Robert Gross, president of the Woodland Hills Homeowners Organization, also made a plea for uniting his community, now split between two council districts. Gerald Silver, president of the Homeowners of Encino, warned that allowing ethnicity to dictate how the new political boundaries are drawn will lead to the racial Balkanization of the city.

“If we base this on ethnic lines, we’re going to end up with a city that is fragmented and we’ll all be at each other’s throats,” Silver said. “This is no way to build a city.”

The city has a July 1 deadline, set by the City Charter, to adopt a redistricting plan that takes into account the population and ethnic changes that have occurred since the boundaries of the council’s 15 districts were last drawn.

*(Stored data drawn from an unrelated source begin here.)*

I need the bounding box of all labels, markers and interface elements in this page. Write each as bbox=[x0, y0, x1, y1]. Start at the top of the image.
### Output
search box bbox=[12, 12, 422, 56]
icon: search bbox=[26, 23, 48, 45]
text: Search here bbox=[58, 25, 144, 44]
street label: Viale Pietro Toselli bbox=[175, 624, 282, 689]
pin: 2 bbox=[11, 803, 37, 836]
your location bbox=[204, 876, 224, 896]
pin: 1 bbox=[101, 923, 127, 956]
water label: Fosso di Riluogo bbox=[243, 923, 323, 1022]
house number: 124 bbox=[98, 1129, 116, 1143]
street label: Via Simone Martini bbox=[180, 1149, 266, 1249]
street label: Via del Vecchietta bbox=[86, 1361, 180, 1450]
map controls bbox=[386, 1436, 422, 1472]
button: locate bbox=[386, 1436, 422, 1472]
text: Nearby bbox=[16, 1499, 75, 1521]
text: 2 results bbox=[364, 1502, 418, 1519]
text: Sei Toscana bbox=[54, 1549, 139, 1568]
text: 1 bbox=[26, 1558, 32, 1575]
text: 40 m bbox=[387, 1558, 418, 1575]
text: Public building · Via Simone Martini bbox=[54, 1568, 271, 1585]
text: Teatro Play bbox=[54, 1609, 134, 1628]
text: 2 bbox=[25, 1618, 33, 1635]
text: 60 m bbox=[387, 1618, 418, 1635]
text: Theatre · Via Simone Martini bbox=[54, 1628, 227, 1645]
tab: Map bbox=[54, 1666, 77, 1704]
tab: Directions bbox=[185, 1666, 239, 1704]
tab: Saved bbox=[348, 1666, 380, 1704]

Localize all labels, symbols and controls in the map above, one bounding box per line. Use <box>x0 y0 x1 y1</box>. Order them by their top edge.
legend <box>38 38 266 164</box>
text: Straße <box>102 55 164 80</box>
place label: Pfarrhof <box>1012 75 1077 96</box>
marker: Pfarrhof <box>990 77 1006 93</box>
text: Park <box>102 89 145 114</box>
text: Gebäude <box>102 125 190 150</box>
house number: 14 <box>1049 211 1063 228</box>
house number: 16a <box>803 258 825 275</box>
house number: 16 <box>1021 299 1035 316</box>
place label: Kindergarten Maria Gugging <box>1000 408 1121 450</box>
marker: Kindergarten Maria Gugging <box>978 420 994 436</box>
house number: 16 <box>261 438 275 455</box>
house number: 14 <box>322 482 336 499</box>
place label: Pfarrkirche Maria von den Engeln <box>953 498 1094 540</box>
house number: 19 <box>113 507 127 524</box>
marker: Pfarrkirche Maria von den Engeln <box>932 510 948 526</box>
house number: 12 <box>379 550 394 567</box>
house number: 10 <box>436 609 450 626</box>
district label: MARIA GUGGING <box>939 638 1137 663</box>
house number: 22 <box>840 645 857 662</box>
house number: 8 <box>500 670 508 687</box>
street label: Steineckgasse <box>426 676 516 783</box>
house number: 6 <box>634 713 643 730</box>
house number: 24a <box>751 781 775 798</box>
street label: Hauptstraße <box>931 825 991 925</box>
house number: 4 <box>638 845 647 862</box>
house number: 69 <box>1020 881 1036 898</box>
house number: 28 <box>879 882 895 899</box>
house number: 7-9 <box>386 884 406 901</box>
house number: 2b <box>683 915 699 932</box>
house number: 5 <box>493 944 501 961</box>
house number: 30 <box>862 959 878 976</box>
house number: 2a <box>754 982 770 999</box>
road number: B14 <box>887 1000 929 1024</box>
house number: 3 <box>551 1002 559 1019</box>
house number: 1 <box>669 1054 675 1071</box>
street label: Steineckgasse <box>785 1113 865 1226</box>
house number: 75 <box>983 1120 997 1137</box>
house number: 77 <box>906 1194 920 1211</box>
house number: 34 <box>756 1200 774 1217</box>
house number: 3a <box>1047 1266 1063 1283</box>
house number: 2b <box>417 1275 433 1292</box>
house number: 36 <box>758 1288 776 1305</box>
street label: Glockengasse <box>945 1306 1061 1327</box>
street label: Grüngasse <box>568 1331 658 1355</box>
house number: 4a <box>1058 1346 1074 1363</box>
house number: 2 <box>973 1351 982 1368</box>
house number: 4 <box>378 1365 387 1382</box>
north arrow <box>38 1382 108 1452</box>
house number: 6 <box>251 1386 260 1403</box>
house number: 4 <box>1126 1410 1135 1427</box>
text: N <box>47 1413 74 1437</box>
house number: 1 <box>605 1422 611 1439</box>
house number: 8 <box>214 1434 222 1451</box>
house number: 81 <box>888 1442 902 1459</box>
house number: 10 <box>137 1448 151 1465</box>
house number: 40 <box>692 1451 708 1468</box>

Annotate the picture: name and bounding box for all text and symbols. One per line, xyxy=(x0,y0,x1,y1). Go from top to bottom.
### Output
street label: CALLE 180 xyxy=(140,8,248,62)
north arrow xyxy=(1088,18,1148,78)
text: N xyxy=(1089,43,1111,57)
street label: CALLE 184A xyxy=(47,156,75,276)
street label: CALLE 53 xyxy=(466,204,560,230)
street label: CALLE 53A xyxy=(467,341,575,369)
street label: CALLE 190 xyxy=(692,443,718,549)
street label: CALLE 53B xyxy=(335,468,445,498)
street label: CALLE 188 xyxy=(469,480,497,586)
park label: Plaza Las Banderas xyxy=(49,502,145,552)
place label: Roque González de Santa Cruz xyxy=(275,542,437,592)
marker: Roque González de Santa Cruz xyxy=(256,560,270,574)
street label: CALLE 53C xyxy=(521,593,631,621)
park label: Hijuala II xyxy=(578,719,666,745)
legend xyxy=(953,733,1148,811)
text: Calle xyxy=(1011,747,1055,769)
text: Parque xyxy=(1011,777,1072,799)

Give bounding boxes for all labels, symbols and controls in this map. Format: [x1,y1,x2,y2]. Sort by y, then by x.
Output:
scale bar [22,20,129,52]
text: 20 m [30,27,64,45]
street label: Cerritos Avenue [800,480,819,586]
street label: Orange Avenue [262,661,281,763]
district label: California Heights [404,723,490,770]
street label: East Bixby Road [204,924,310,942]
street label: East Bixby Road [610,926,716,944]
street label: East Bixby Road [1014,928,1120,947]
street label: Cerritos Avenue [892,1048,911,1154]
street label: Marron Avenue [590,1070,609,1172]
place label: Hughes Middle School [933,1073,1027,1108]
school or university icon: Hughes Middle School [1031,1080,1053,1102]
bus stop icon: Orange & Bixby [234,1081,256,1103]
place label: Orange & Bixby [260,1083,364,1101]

Councilman Ernani Bernardi’s 7th District--which includes Sylmar, Pacoima, Sun Valley and Van Nuys--are expected to undergo the most radical change. It has been the fastest-growing district in the city and now has nearly 40,000 more residents than the optimum population of 232,000--which represents 1/15th of the city’s population.

Al Avila, chief deputy to Councilman Richard Alatorre, the redistricting committee’s vice chairman, outlined the Latino agenda for the 7th District by saying: “The 7th has to shrink, and we want to shrink it in a way that the number of Latinos and the number of registered Latino voters increases.”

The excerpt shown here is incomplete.